Eloy De La Iglesia est un cinéaste espagnol connu pour être l’un des représentants du cinéma « quinqui » et un réalisateur de la transgression. Le cinéma « quinqui » que De La Iglesia chérit tant est un sous-genre purement espagnol, abordant les délinquants juvéniles connus, ses films marquants sur le sujet comptant notamment Navajeros, El Pico et sa suite entre autres. Il a commencé sa carrière en 1966 avec le moyen Fantasia… 3 mais se bonifiera, quelques années à peine plus tard en abordant des sujets sensibles frontalement (l’homosexualité, la paraphilie…), en y apportant un discours et de l’humour. La Cinémathèque Française à Paris a permis, presque tout le mois de juillet 2023, de découvrir quasiment tous les films de Eloy De La Iglesia au cinéma et, au sein des 22 films de sa filmographie, nous traitons aujourd’hui de La Créature (VO : La Criatura), film de 1977. De quoi parle ce film atypique ? Cristina, une femme mariée mais qui ne ressent plus rien pour son mari, tombe enceinte mais fait une fausse couche après s’être faite « attaquer » par un chien. Quelques temps après, Cristina récupère un chien et commence à s’y attacher, énormément : en lui donnant le nom que devait avoir son bébé, en le traitant comme un petit enfant etc. Mais, petit à petit, une relation zoophile va se créer…

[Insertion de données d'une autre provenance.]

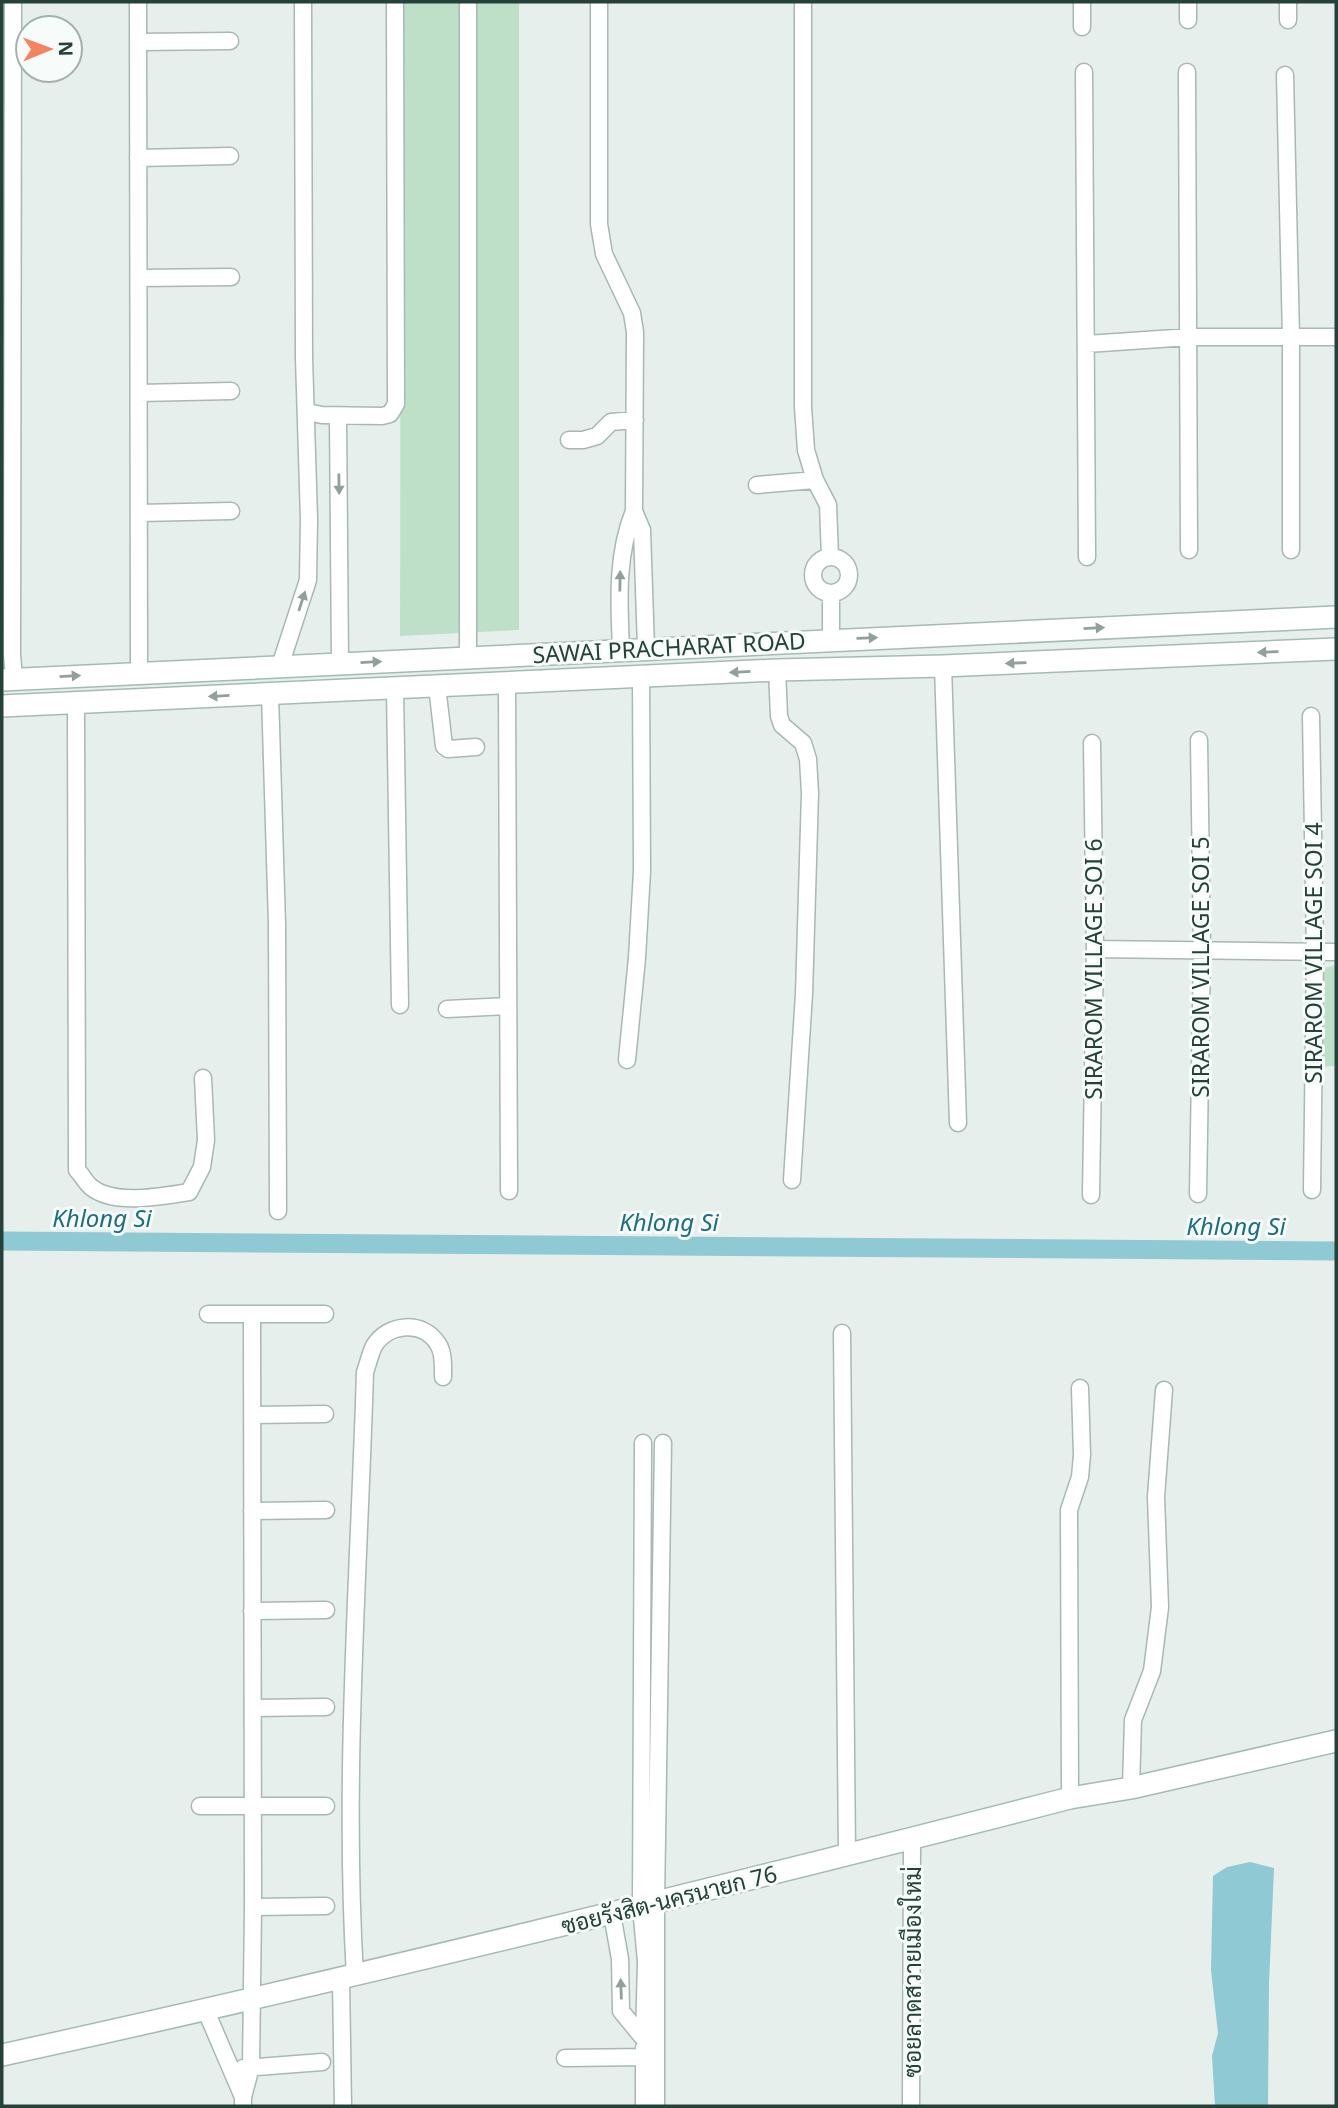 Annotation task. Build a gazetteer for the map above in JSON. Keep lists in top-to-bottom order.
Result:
{
  "streets": {
    "main road": ["SAWAI PRACHARAT ROAD", "ซอยรังสิต-นครนายก 76"],
    "street": [
      "SIRAROM VILLAGE SOI 4",
      "SIRAROM VILLAGE SOI 5",
      "SIRAROM VILLAGE SOI 6",
      "ซอยลาดสวายเมืองใหม่"
    ]
  },
  "crossings": [
    ["ซอยรังสิต-นครนายก 76", "ซอยลาดสวายเมืองใหม่"]
  ],
  "water": ["Khlong Si"],
  "north": "right"
} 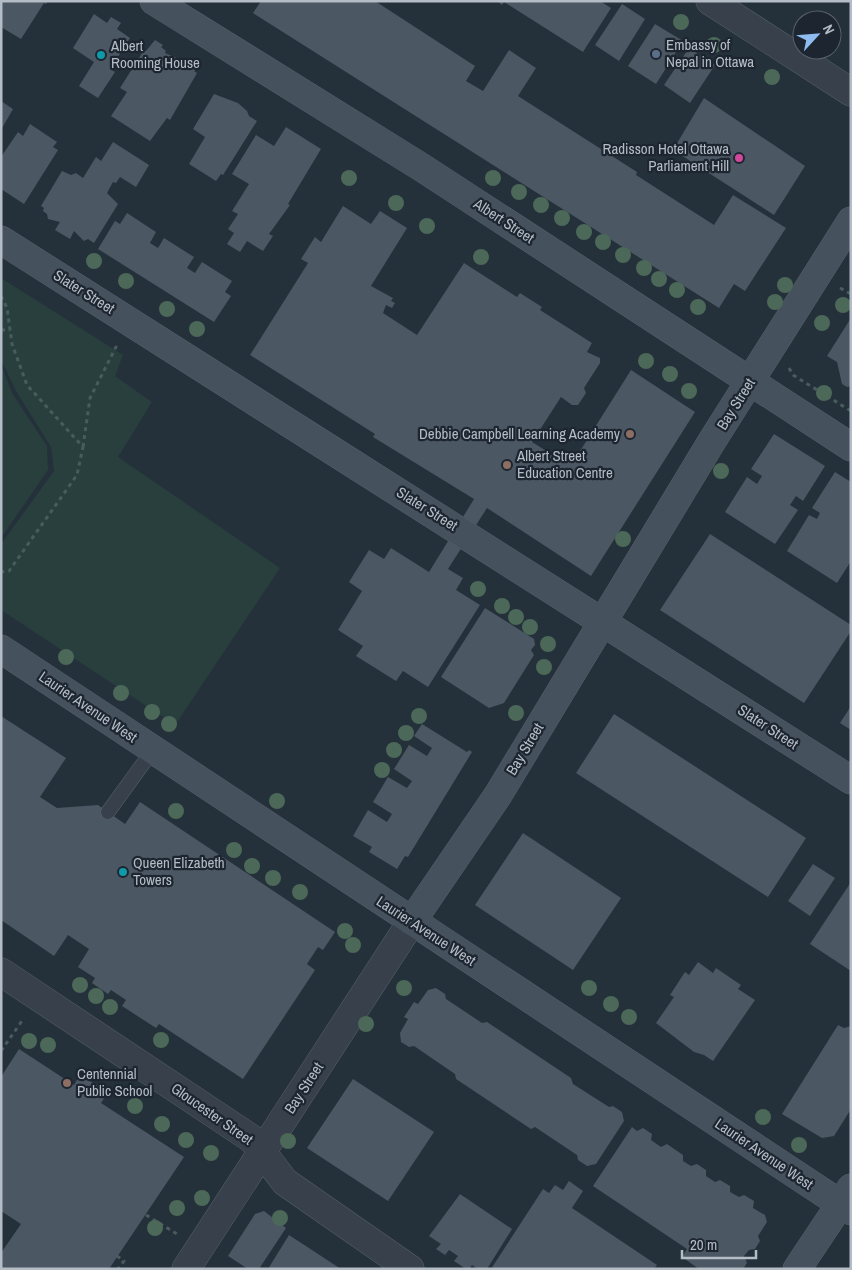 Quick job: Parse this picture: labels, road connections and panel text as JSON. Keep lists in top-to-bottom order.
{
  "streets": {
    "main road": [
      "Albert Street",
      "Slater Street",
      "Bay Street",
      "Laurier Avenue West"
    ],
    "street": ["Gloucester Street"]
  },
  "crossings": [
    ["Albert Street", "Bay Street"],
    ["Slater Street", "Bay Street"],
    ["Bay Street", "Laurier Avenue West"],
    ["Bay Street", "Gloucester Street"]
  ],
  "places": [
    "Embassy of Nepal in Ottawa",
    "Albert Rooming House",
    "Radisson Hotel Ottawa Parliament Hill",
    "Debbie Campbell Learning Academy",
    "Albert Street Education Centre",
    "Queen Elizabeth Towers",
    "Centennial Public School"
  ],
  "scale_bar": "20 m",
  "north": "top right"
}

Drolatique, profond et déviant

Etonnamment, le film va au-delà de son pitch farfelu et aux airs déviants pour offrir un résultat d’une grande profondeur. Car, si on peut au début penser que le film aborde les traumatismes et le dérangement chez le personnage principal, le film offre plutôt une réflexion sur l’émancipation, car la protagoniste ne ressent plus rien envers son mari et pense que son enfant ne peux que servir à sauver son couple (tout en étant absolument pas convaincu par cela). De La Iglesia aborde le fait que Cristina s’évade du patriarcat, là où tout les hommes du film sont soit des croyants aveugles, soit des personnages invisibles dans le scénario, elle se libère de l’emprise de son mari. Le fond est donc vraiment bon mais la forme l’est tout autant avec une mise en scène vraiment captant les émotions des personnages, les décors et gérant bien le tempo comique. Car, oui, Eloy De La Iglesia est un réalisateur de comédies noires et il le prouve encore une fois ici, avec des gros plans sur le chien mais surtout avec des scènes burlesques (la façon dont Cristina traite le chien comme un enfant) ou des aspects suggestifs (des traces de pattes de chien sur une robe de mariée). Et, même si son humour est insistant, il reste bien dosé pour ne jamais tomber dans le ridicule ou la redondance. Il se révèle surtout assez noir pour ne pas transformer le déviant en quelque chose de totalement anodin, dans un entre-deux remarquable. Et, au-delà de ce mélange des genres, le métrage compte sur un casting vraiment crédible composé d’Ana Belén, stupéfiante, de Juan Diego, assez flippant par instants mais surtout toujours juste, de Claudia Gravy, très bon rôle secondaire notamment dans sa dernière scène dans le film et Micky III, dans le rôle du chien Bruno, admirablement bien dirigé. Donc oui, étonnamment, La Créature ira au-delà de ce que l’on pouvait attendre et épate dans son propos. Ce film est vraiment à découvrir mais, pour le moment du moins, est indisponible en France.

Note : 3.5 sur 5.

LA CREATURE (La Criatura). De Eloy De La Iglesia (Espagne – 1977).
Genre : Drame, Comédie. Scénario : Enrique Barreiro. Interprétation : Ana Belén, Juan Diego, Micky III, Claudia Gravy, Luis Ciges… Musique : Víctor Manuel. Durée : 100 minutes. Projeté à la Cinémathèque Française en juillet 2023 dans le cadre de la rétrospective Eloy De La Iglesia.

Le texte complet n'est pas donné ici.